Bansal, D., and Campbell, K.P. (2004). Dysferlin and the plasma membrane repair in muscular dystrophy. Trends Cell Biol. 14, 206–213.

Bansal, D., Miyake, K., Vogel, S.S., Groh, S., Chen, C.-C., Williamson, R., McNeil, P.L., and Campbell, K.P. (2003). Defective membrane repair in dysferlin-deficient muscular dystrophy. Nature 423, 168–172.

Carmona-Gutierrez, D., Hughes, A.L., Madeo, F., and Ruckenstuhl, C. (2016). The crucial impact of lysosomes in aging and longevity. Ageing Res. Rev. 32, 2–12.

Doherty, K.R., and McNally, E.M. (2003). Repairing the tears: dysferlin in muscle membrane repair. Trends Mol. Med. 9, 327–330.

Dong, Y., Kang, H., Liu, H., Wang, J., Guo, Q., Song, C., Sun, Y., Zhang, Y., Zhang, H., Zhang, Z., et al. (2019). Myoferlin, a Membrane Protein with Emerging Oncogenic Roles (Hindawi).

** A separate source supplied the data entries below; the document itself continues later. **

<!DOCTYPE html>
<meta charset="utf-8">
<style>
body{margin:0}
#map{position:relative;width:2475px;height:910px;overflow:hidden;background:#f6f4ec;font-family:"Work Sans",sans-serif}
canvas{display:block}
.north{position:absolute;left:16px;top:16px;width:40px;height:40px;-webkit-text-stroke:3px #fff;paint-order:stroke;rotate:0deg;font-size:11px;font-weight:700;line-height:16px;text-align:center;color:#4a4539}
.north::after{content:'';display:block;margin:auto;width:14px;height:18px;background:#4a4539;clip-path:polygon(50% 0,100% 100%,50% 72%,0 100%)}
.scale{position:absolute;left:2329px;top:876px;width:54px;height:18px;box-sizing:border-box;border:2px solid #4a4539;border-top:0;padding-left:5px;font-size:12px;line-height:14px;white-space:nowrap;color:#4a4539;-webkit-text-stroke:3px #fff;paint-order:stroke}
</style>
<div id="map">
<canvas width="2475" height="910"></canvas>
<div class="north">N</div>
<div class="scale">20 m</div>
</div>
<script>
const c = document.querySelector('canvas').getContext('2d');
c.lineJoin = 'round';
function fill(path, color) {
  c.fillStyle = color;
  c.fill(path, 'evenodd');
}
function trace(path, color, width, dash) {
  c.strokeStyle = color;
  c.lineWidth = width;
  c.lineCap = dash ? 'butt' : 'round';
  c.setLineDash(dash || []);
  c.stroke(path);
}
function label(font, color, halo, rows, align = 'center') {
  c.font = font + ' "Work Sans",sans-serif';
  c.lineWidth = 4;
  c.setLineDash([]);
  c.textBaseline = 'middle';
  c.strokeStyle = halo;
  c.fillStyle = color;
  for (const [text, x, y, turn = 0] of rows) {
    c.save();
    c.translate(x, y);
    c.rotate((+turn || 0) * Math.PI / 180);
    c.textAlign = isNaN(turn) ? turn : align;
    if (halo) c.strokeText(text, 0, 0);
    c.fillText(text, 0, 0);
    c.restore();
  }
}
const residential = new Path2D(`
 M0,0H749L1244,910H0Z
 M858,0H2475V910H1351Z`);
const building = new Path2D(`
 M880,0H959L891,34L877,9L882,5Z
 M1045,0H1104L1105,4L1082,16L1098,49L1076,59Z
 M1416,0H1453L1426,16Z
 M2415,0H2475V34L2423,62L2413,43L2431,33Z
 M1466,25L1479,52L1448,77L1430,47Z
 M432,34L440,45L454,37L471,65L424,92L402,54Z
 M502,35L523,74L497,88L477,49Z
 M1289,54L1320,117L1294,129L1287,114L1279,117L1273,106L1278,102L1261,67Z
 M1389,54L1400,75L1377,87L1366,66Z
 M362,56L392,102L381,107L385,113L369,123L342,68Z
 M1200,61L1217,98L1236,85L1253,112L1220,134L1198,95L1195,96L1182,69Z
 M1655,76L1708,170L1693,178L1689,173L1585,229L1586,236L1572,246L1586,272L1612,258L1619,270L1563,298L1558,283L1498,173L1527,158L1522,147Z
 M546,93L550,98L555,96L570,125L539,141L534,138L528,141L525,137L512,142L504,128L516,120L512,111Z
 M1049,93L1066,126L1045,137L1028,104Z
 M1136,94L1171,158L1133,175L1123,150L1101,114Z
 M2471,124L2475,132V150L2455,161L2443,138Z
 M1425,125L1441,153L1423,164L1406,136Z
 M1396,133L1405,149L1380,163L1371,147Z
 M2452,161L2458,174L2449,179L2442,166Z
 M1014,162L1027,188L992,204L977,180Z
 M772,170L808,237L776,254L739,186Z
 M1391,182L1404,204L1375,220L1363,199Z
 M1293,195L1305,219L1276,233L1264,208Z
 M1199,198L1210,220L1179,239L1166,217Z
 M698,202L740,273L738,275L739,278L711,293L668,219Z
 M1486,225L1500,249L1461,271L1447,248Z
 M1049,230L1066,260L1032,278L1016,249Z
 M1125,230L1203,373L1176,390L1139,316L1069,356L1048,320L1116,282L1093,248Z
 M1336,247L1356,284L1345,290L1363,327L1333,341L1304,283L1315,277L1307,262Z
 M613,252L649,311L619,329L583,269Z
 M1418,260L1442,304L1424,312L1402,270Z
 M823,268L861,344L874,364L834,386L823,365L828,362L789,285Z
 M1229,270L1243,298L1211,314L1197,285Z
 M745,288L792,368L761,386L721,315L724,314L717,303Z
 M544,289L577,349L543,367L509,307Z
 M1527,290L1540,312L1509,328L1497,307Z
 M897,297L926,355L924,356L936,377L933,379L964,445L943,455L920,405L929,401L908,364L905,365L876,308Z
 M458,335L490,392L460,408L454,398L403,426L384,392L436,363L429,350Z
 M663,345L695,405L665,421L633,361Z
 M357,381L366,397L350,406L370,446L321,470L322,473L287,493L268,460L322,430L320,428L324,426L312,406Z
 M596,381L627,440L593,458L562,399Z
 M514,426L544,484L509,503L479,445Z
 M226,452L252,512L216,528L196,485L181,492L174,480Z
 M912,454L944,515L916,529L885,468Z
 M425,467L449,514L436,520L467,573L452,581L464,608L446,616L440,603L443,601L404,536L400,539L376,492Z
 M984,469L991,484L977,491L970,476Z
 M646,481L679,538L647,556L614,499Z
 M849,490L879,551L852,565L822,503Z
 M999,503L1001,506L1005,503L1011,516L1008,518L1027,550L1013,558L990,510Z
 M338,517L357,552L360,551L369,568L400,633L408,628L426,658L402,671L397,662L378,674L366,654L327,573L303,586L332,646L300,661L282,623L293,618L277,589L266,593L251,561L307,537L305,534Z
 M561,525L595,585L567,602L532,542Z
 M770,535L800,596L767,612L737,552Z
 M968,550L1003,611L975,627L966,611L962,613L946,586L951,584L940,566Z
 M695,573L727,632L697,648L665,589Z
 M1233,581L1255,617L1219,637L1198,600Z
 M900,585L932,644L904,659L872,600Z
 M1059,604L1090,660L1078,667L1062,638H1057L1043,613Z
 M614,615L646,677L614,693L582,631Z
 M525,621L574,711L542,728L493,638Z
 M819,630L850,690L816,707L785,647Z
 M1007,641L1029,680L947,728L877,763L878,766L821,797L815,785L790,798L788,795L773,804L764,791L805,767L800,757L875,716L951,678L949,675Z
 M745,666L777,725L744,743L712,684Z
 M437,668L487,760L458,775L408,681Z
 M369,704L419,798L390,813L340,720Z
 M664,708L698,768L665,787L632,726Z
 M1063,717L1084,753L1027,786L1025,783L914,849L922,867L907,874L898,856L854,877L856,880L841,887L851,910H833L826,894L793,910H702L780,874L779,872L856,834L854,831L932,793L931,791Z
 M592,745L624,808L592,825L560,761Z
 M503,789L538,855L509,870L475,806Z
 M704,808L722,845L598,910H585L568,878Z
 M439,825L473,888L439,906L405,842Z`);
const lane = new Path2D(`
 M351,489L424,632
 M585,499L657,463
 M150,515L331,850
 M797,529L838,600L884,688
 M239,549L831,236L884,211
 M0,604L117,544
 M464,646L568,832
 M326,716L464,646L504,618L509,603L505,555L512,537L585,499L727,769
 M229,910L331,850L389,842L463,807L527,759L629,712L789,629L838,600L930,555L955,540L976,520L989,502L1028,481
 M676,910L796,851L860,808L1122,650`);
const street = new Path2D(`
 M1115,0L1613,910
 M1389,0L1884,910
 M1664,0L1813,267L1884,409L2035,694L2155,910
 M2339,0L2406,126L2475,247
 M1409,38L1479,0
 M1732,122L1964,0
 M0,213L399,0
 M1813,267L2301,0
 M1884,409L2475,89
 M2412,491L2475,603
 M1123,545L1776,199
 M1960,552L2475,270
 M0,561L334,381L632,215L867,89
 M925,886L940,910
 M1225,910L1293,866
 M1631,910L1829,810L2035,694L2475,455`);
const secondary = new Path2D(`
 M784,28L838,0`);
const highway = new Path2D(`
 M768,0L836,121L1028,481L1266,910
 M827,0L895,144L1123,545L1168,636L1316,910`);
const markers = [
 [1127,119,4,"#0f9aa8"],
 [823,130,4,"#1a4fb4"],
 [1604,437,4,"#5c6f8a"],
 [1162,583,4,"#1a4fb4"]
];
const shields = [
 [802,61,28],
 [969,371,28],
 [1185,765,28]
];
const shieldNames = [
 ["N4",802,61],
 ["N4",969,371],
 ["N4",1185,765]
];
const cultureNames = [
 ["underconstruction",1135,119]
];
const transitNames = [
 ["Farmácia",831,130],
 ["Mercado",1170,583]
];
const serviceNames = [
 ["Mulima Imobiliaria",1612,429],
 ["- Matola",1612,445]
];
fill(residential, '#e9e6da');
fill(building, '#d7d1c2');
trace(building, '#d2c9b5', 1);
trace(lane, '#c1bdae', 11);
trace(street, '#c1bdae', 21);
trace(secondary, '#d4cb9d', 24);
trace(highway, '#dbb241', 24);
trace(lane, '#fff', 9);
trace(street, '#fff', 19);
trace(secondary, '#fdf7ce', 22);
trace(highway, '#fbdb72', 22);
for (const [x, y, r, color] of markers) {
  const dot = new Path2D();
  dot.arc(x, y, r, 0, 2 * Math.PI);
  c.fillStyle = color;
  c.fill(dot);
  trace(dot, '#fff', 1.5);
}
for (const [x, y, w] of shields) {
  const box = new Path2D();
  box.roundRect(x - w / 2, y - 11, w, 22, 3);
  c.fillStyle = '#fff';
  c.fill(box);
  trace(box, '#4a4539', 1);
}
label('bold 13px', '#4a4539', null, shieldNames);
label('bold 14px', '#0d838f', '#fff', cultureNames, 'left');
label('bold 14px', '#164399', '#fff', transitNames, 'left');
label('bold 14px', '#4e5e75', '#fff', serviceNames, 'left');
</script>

Perera, R.M., Stoykova, S., Nicolay, B.N., Ross, K.N., Fitamant, J., Boukhali, M., Lengrand, J., Deshpande, V., Selig, M.K., Ferrone, C.R., et al. (2015). Transcriptional control of the autophagy-lysosome system in pancreatic cancer. Nature 524, 361–365.

Platt, F.M., Boland, B., and van der Spoel, A.C. (2012). Lysosomal storage disorders: The cellular impact of lysosomal dysfunction. J. Cell Biol. 199, 723–734.

Yang, S., Wang, X., Contino, G., Liesa, M., Sahin, E., Ying, H., Bause, A., Li, Y., Stommel, J.M., Dell’Antonio, G., et al. (2011). Pancreatic cancers require autophagy for tumor growth. Genes Dev. 25, 717–729.

 

Tags: ferlin, lysosome, membrane repair, pancreatic cancer

Posted on: 27 January 2021

doi: https://doi.org/10.1242/prelights.27108

Read preprint (No Ratings Yet)

Author's response

Rushika M. Perera, Ph.D. shared

  1. Great question! it is likely a cancer specific factor that enables this unique localization. This could be a protein binding partner, a metabolite or a unique component of the lysosome membrane of cancer cells. We are in the process of addressing this important point.
  2. In the revised version of our study we do explore additional cancer types previously reported to also expression high levels of MYOF. Future studies will help to establish whether its function at the lysosome in PDA cells is unique or common in other cancers as well.
  3. Yes !  We think relieving the elevated trafficking burden characteristic of PDA cells alleviates some of the lysosomal stress associated with MYOF loss. Given that there are several important trafficking pathways in these cells (macropinocytosis and classical endocytosis), it is likely that suppression of these pathways may also have a similar effect.
  4. This is an interesting point. It’s possible that there are specific features of cancer lysosomes that not only aid in the recruitment of MYOF to the membrane but also ensure its function. Whether this could also happen at other organelle membranes is unclear. The function of MYOF may also be best suited for repairing specific types of membrane damage, which may also restrict its activity to specific cellular locations (eg. plasma membrane and lysosome membrane).